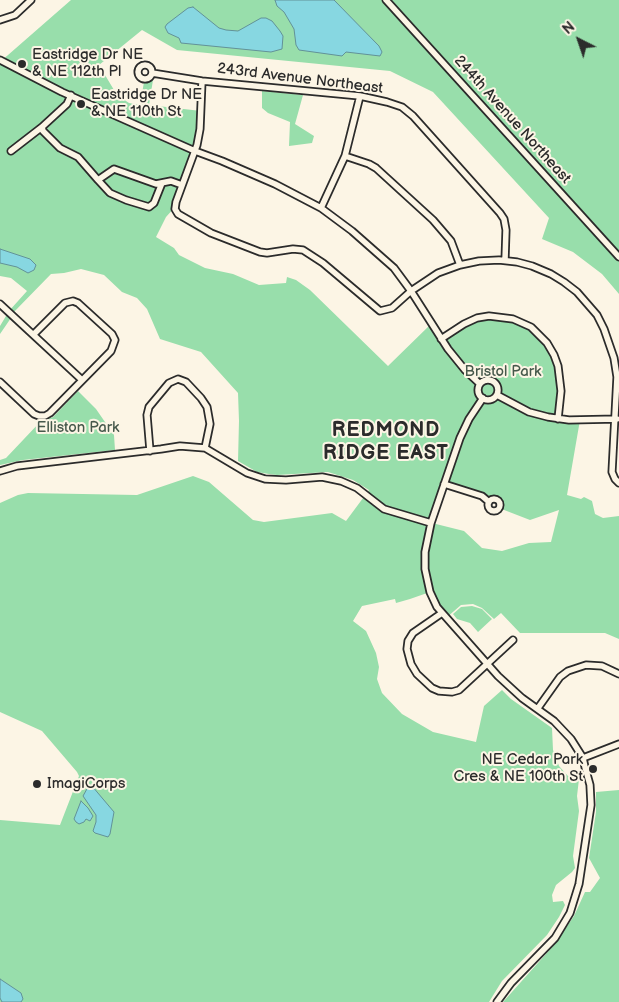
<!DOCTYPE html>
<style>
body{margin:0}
#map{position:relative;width:619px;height:1002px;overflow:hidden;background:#fcf5e5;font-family:"Balsamiq Sans",sans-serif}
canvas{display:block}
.north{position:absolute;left:554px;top:15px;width:50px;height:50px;-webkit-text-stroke:4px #fcf5e5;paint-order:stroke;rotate:319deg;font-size:14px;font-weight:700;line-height:20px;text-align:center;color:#2b2b2b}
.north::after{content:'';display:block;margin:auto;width:18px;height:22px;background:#2b2b2b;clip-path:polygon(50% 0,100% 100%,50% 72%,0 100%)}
</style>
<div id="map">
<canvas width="619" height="1002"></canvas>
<div class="north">N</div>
</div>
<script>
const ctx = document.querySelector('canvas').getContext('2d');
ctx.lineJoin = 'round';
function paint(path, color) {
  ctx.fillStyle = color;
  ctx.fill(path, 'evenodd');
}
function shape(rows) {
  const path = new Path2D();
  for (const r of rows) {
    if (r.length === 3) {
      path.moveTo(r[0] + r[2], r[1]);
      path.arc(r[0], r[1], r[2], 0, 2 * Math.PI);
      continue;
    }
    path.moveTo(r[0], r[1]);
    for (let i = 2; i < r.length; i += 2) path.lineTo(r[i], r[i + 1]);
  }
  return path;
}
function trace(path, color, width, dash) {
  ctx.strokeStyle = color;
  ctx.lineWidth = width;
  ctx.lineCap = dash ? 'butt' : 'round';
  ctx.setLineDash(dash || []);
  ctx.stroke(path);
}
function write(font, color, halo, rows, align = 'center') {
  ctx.font = font + ' "Balsamiq Sans",sans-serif';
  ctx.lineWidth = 4;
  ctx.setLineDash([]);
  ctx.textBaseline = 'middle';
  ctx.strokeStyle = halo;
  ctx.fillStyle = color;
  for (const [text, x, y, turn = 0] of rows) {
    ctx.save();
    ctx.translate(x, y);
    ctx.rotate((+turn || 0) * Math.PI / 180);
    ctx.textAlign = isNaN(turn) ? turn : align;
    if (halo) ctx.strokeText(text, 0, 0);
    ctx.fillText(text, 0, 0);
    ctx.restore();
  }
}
paint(shape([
 [71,0,619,0,619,294,602,274,573,252,542,239,549,218,433,92,390,71,177,50,142,30,99,65,117,95,129,103,140,105,144,82,153,80,149,105,201,111,200,129,175,207,166,217,156,237,174,248,179,255,205,268,233,274,259,285,286,283,287,277,296,280,310,290,388,366,431,324,441,339,464,324,489,316,522,322,547,344,561,378,558,419,580,420,567,495,581,499,584,497,592,501,595,514,603,518,619,516,619,639,605,633,520,633,501,613,494,619,482,608,473,604,461,605,446,618,430,592,410,599,396,603,395,599,362,606,353,621,366,631,376,653,379,667,377,679,382,693,402,714,433,732,476,742,484,706,502,690,511,699,552,728,553,750,559,766,568,776,579,779,577,796,579,811,573,856,575,868,572,872,556,885,552,895,553,902,563,901,565,905,559,917,547,935,502,981,489,1002,0,1002,0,820,60,825,79,776,77,772,42,731,0,712,0,503,18,495,28,493,137,495,193,476,209,482,253,520,264,522,332,513,346,521,369,490,353,480,328,472,277,475,269,474,257,472,238,461,239,421,238,393,201,352,160,339,147,309,137,298,122,292,104,275,81,269,64,273,51,274,12,314,13,315,0,334,0,326,9,311,27,291,11,278,0,276,0,62],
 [444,484,487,500,497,500,500,503,499,508,530,520,559,510,551,542,529,543,502,551,482,548,464,531,432,523],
 [262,91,303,95,295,124,314,136,312,143,289,146,290,122,268,113,262,108],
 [78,391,96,409,114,435,115,450,23,460,0,465,0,460,6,458,41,421,53,417],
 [472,606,482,609,492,619,478,632,470,623,457,619,453,614,461,607],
 [619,790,619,1002,503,1002,554,945,574,916,585,892,590,892,600,878,589,858,596,812,596,792]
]), '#98deab');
const water = shape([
 [275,0,334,0,379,46,382,52,380,56,346,52,342,56,299,50,296,45,294,29,284,12,277,6,275,0],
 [193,7,219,28,226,30,238,31,261,18,266,18,272,21,280,31,283,36,282,49,271,52,181,43,179,38,168,33,165,27,167,24,188,8,193,7],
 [0,249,30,259,36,265,34,270,28,273,17,267,0,263,0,249],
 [92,786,114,812,110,834,108,837,95,833,93,831,96,822,96,815,83,796,88,787,92,786],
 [81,801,88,808,93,816,90,821,86,819,84,822,79,824,76,822,74,819,81,801],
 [0,979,21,993,23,999,21,1002,2,1002,0,998,0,979]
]);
paint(water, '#87d7e1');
trace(water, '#629298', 1);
const minor = shape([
 [386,0,619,257],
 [0,20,15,15,31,0],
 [0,60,62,92,195,151,222,161,275,184,321,208,352,231,394,268,411,291,448,349,465,370,480,384],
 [145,72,7],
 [152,73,202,81,360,96,387,102,402,107,413,116,500,213,504,219,506,230,505,260],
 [202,81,200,129,197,145,176,202,175,209,178,214,211,233,260,252,267,253,293,249,303,250,323,263,380,311,392,308,411,291,438,273,460,265,479,261,499,260,517,262,532,266,551,274,564,282,577,292,597,315,604,329,614,358,617,377,612,472,615,479,619,483],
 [71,95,67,104,42,127,43,131,60,148,78,157,98,180,114,169,156,184,171,181,182,185],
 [11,151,42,127],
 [345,156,369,164,376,168,433,220,451,241,460,265],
 [98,180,110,193,126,200,149,207,154,203,162,183],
 [321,208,345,156,360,96],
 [0,304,82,380],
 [441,339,464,324,477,318,489,316,513,319,531,327,547,343,554,355,558,366,561,391,558,419],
 [488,390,10],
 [0,382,34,414,39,416,45,416,50,413,111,351,115,340,112,334,78,303,73,301,65,303,34,334],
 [497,395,529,412,548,417,569,420,617,419],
 [483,398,469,419,460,438,431,523,425,552,425,569,430,592,437,607,498,676,522,698,554,721,571,739,583,758,585,767,590,785,591,805,579,884,570,913,555,938,511,983,497,1002],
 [150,451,147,415,149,407,169,383,178,379,186,382,201,398,207,407,210,424,205,448],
 [0,471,17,466,161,449,180,446,205,448,247,473,265,479,286,480,322,477,341,481,357,488,384,509,431,523],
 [444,484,482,496,489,502],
 [494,505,6],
 [442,613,413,633,408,641,407,649,411,664,417,674,432,688,439,691,452,692,459,690,513,640],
 [538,708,560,677,568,671,586,665,602,666,619,674],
 [583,758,619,744]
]);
trace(minor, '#2b2b2b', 9);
trace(minor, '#fcf5e5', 5.5);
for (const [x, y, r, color] of [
 [22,64,5,"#2b2b2b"],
 [81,104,5,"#2b2b2b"],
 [593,769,5,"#2b2b2b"],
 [37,784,5,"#2b2b2b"]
]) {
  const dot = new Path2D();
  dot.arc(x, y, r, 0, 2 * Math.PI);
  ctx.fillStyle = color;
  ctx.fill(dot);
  trace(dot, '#fcf5e5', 2);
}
write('15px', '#2b2b2b', '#fcf5e5', [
 ["Eastridge Dr NE",32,55],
 ["& NE 112th Pl",32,72],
 ["Eastridge Dr NE",91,95],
 ["& NE 110th St",91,112],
 ["NE Cedar Park",583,760,"right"],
 ["Cres & NE 100th St",583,777,"right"],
 ["ImagiCorps",47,784]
], 'left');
write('15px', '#2b2b2b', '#fcf5e5', [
 ["243rd Avenue Northeast",300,79,7],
 ["244th Avenue Northeast",512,120,48]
]);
write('15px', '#46584b', '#fcf5e5', [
 ["Bristol Park",503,372],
 ["Elliston Park",78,428]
]);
ctx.letterSpacing = '1px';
write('bold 20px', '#2b2b2b', '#fcf5e5', [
 ["REDMOND",386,431],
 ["RIDGE EAST",386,454]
]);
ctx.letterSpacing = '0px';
</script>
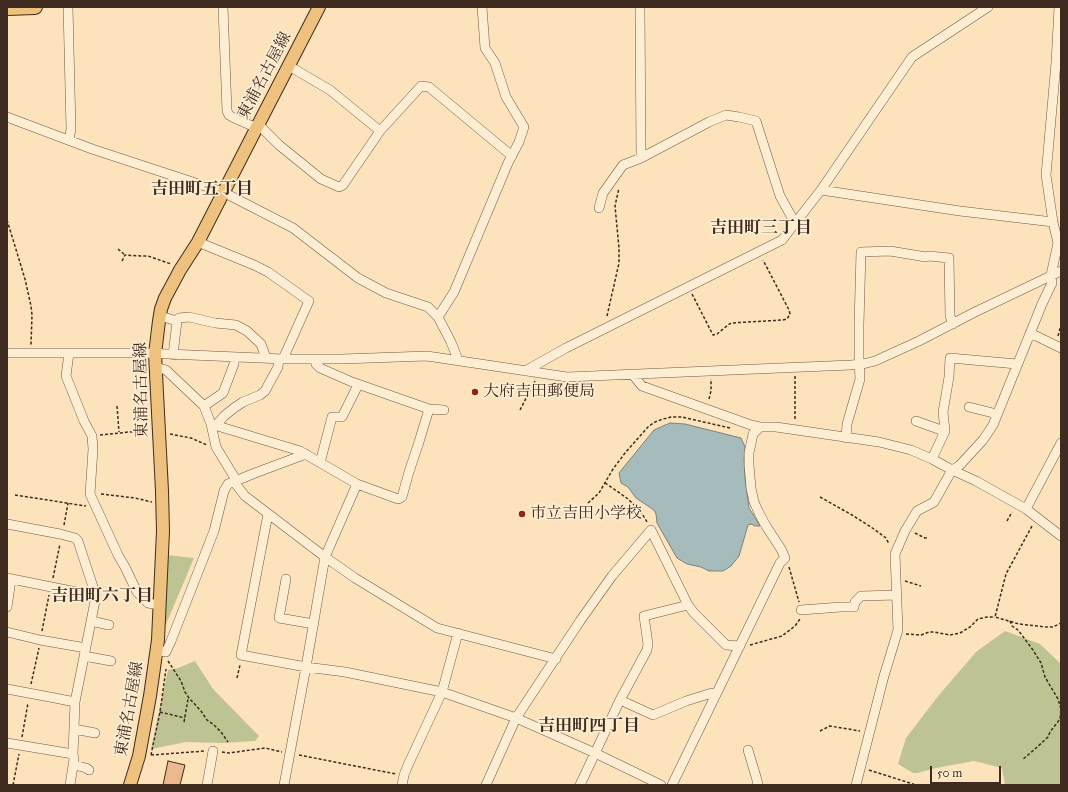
<!DOCTYPE html>
<meta charset="utf-8">
<style>
body{margin:0}
#map{position:relative;width:1068px;height:792px;overflow:hidden;background:#fce3bc;font-family:"IM FELL Great Primer",serif}
canvas{display:block}
.frame{position:absolute;inset:0;border:8px solid #3f2b1f;pointer-events:none}
.scale{position:absolute;left:930px;top:766px;width:71px;height:18px;box-sizing:border-box;border:2px solid #3f2b1f;border-top:0;padding-left:5px;font-size:12px;line-height:14px;white-space:nowrap;color:#3f2b1f;-webkit-text-stroke:3px #fdedd3;paint-order:stroke}
</style>
<div id="map">
<canvas width="1068" height="792"></canvas>
<div class="frame"></div>
<div class="scale">50 m</div>
</div>
<script>
const ctx = document.querySelector('canvas').getContext('2d');
ctx.lineJoin = 'round';
function paint(path, color) {
  ctx.fillStyle = color;
  ctx.fill(path, 'evenodd');
}
function shape(rows) {
  const path = new Path2D();
  for (const r of rows) {
    path.moveTo(r[0], r[1]);
    for (let i = 2; i < r.length; i += 2) path.lineTo(r[i], r[i + 1]);
  }
  return path;
}
function stroke(path, color, width, dash) {
  ctx.strokeStyle = color;
  ctx.lineWidth = width;
  ctx.lineCap = dash ? 'butt' : 'round';
  ctx.setLineDash(dash || []);
  ctx.stroke(path);
}
function label(font, color, halo, rows, align = 'center') {
  ctx.font = font + ' "IM FELL Great Primer","Noto Serif JP",serif';
  ctx.lineWidth = 3.5;
  ctx.setLineDash([]);
  ctx.textBaseline = 'middle';
  ctx.strokeStyle = halo;
  ctx.fillStyle = color;
  for (const [text, x, y, turn = 0] of rows) {
    ctx.save();
    ctx.translate(x, y);
    ctx.rotate((+turn || 0) * Math.PI / 180);
    ctx.textAlign = isNaN(turn) ? turn : align;
    if (halo) ctx.strokeText(text, 0, 0);
    ctx.fillText(text, 0, 0);
    ctx.restore();
  }
}
const green = shape([
 [167,555,194,558,161,636],
 [1005,631,1040,644,1061,664,1061,785,1005,785,1002,768,974,761,936,768,917,773,913,773,898,764,906,738,939,695,976,652],
 [195,661,213,689,259,736,255,741,223,743,186,742,151,749,168,670,178,668]
]);
const water = shape([
 [670,423,685,424,741,438,745,447,744,459,745,478,749,508,760,526,755,526,751,524,748,525,739,556,731,566,723,571,709,571,701,567,687,564,677,558,657,523,656,514,654,510,636,498,628,487,621,483,619,473,654,430,670,423]
]);
const building = shape([
 [168,761,185,765,180,785,163,785,168,761]
]);
const path = shape([
 [7,220,25,279,31,306,32,315,31,345],
 [118,249,125,255],
 [122,261,125,255,141,256,148,256,171,264],
 [692,294,713,335,717,334,728,325,731,323,783,320,787,319,790,314,789,310,763,260],
 [607,316,609,307,619,263,619,248,615,206,619,188],
 [1058,336,1061,325],
 [795,376,795,420],
 [709,399,711,391,711,379],
 [117,406,119,432],
 [520,410,535,381],
 [170,434,191,438,207,445],
 [100,435,129,432,148,431],
 [605,483,614,489,628,499,641,512,647,522],
 [101,494,135,498,152,502],
 [15,495,86,506],
 [820,497,852,515,871,527,886,538,889,544],
 [588,503,599,493,613,469,625,453,648,427,655,422,663,419,671,417,682,417,730,428],
 [1007,521,1012,512],
 [64,525,68,503],
 [1032,526,1006,574,995,617,1019,624,1046,627,1053,627,1061,623],
 [915,533,925,538,928,538],
 [789,567,799,602],
 [53,578,60,544],
 [905,581,921,586],
 [1010,621,1012,626,1018,630,1033,650,1041,663,1045,677,1058,699,1061,709,1060,719,1050,732,1048,737,1035,749,1022,760],
 [42,631,49,595],
 [906,634,921,635,929,632,934,632,950,635,960,633,970,627,978,619,987,617,995,617],
 [750,645,782,636,795,626,800,619],
 [168,661,181,681,185,692,189,698,201,711,207,720,214,725,221,732,228,742],
 [237,678,240,665],
 [31,684,39,648],
 [160,712,185,718],
 [184,722,188,699],
 [820,731,830,726,860,731],
 [22,737,28,703],
 [222,752,229,753,265,748,282,752],
 [151,755,205,751],
 [151,755,160,712,166,669],
 [299,755,396,774],
 [869,770,916,785],
 [13,785,19,754],
 [957,785,958,784]
]);
const minor = shape([
 [68,7,71,129,69,140],
 [223,7,227,111,229,115,234,118,250,125,262,128,279,145,321,179,339,187,343,185,380,131,421,86,429,87,512,156],
 [640,7,641,158],
 [289,66,330,90,380,131],
 [7,117,92,149,223,192,293,228,358,278,386,293,428,307,438,317,451,342,458,360],
 [821,190,960,211,1053,222],
 [599,208,603,193,623,165,641,158,709,122,726,115,739,117,756,121,780,196,795,223],
 [198,242,254,265,268,272,309,301,283,359],
 [160,316,177,321,173,355],
 [438,317,454,292,508,163,519,142,524,127,506,97,495,63,485,48,482,7],
 [177,321,179,318,189,317,215,323,236,325,247,331,261,344,266,358],
 [1030,333,1061,348],
 [7,353,145,353,283,359,342,359,427,356,567,377,851,365,863,364,875,361,919,341,975,312,1061,271],
 [69,353,66,376,84,421,92,436,93,449,90,494,118,555,125,567,137,592,148,603,159,605],
 [315,359,316,364,320,368,352,382,429,409],
 [155,368,159,368,166,370,204,406,211,424,300,451,357,484,398,499,402,497,409,472,419,442,429,409,444,410],
 [525,371,566,348,782,240,821,190,912,57,988,7],
 [633,375,642,386,751,425,760,427],
 [204,406,223,393,234,364,234,357],
 [969,407,997,414],
 [916,421,941,430,945,429],
 [211,424,216,447,236,480],
 [217,426,218,423,224,416,234,408,243,402,260,395,265,391,278,367,279,359],
 [846,438,847,424,860,379,859,360,859,324,861,252,890,251,926,257,929,256,949,258,950,316,953,324],
 [932,459,945,431,943,412,949,377,950,358,1017,364],
 [319,462,321,459,332,417,342,417,358,385],
 [234,482,245,496,325,557,355,578,437,628,556,659],
 [1026,509,1061,443],
 [268,514,241,655,306,667,345,672,442,692,516,718,595,753,661,785],
 [7,524,60,534,75,538,78,541,96,596,75,702,73,754,74,759,70,785],
 [7,578,96,596],
 [286,579,279,618,314,624],
 [7,607,11,580],
 [801,610,841,607,854,607,855,602,861,596,897,595],
 [91,621,109,625],
 [7,632,40,640,86,648],
 [156,651,166,652,171,641,214,531,224,491,228,484,255,473,306,454],
 [84,656,111,661],
 [7,689,55,698,75,702],
 [620,700,653,715,686,701,712,693,716,694],
 [74,729,95,733],
 [7,743,73,754],
 [748,750,757,780,758,785],
 [74,765,86,768,89,770],
 [207,785,213,751],
 [284,785,306,667,325,557,357,484],
 [402,785,404,775,408,765,442,692,458,633],
 [486,785,516,718,580,621,612,576,651,530,688,605,694,613,726,645,740,646],
 [580,785,620,700,647,650,648,644,644,616,688,605],
 [672,785,780,563,785,558,781,549,766,526,759,513,754,502,751,488,749,465,749,453,753,434,760,427,776,427,879,442,911,450,932,459,952,470,976,481,1026,509,1061,536],
 [856,785,884,676,898,630,895,554,905,531,917,511,934,502,952,470,959,466,983,440,993,425,1042,304,1052,283,1051,275,1058,243,1053,222,1046,175,1056,63,1059,7]
]);
const major = shape([
 [130,785,139,756,150,696,158,640,163,531,162,491,155,354,159,321,161,309,165,298,180,270,198,242,257,127,319,7]
]);
const highway = shape([
 [7,8,35,7]
]);
const markers = [
 [475,392,4,"#8f2418"],
 [522,514,4,"#8f2418"]
];
const streetNames = [
 ["東浦名古屋線",265,76,-62],
 ["東浦名古屋線",142,390,-91],
 ["東浦名古屋線",130,709,-80]
];
const poiNames = [
 ["大府吉田郵便局",483,392],
 ["市立吉田小学校",530,514]
];
const neighbourhoodNames = [
 ["吉田町五丁目",202,190],
 ["吉田町三丁目",761,229],
 ["吉田町六丁目",102,597],
 ["吉田町四丁目",589,727]
];
paint(green, '#bdc492');
paint(water, '#a5bbbc');
stroke(water, '#7c817d', 1);
paint(building, '#ecb88d');
stroke(building, '#3f2b1f', 1);
stroke(minor, '#6e5946', 10);
stroke(major, '#3f2b1f', 14);
stroke(highway, '#3f2b1f', 16);
stroke(path, '#3f2b1f', 1.5, [3, 2]);
stroke(minor, '#fdedd3', 9);
stroke(major, '#eec27e', 12);
stroke(highway, '#eec27e', 14);
for (const [x, y, r, color] of markers) {
  const dot = new Path2D();
  dot.arc(x, y, r, 0, 2 * Math.PI);
  ctx.fillStyle = color;
  ctx.fill(dot);
  stroke(dot, '#fdedd3', 1.5);
}
label('16px', '#3f2b1f', '#fdedd3', streetNames);
label('16px', '#3f2b1f', '#fdedd3', poiNames, 'left');
label('bold 17px', '#3f2b1f', '#fdedd3', neighbourhoodNames);
</script>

Work to be completed
Copy out nothing but the lines from the beginning of the records through the one that contains "if (r.length === 3)". Skip the pictures.

Result of the task
<!DOCTYPE html>
<style>
body{margin:0}
#map{position:relative;width:619px;height:1002px;overflow:hidden;background:#fcf5e5;font-family:"Balsamiq Sans",sans-serif}
canvas{display:block}
.north{position:absolute;left:554px;top:15px;width:50px;height:50px;-webkit-text-stroke:4px #fcf5e5;paint-order:stroke;rotate:319deg;font-size:14px;font-weight:700;line-height:20px;text-align:center;color:#2b2b2b}
.north::after{content:'';display:block;margin:auto;width:18px;height:22px;background:#2b2b2b;clip-path:polygon(50% 0,100% 100%,50% 72%,0 100%)}
</style>
<div id="map">
<canvas width="619" height="1002"></canvas>
<div class="north">N</div>
</div>
<script>
const ctx = document.querySelector('canvas').getContext('2d');
ctx.lineJoin = 'round';
function paint(path, color) {
  ctx.fillStyle = color;
  ctx.fill(path, 'evenodd');
}
function shape(rows) {
  const path = new Path2D();
  for (const r of rows) {
    if (r.length === 3) {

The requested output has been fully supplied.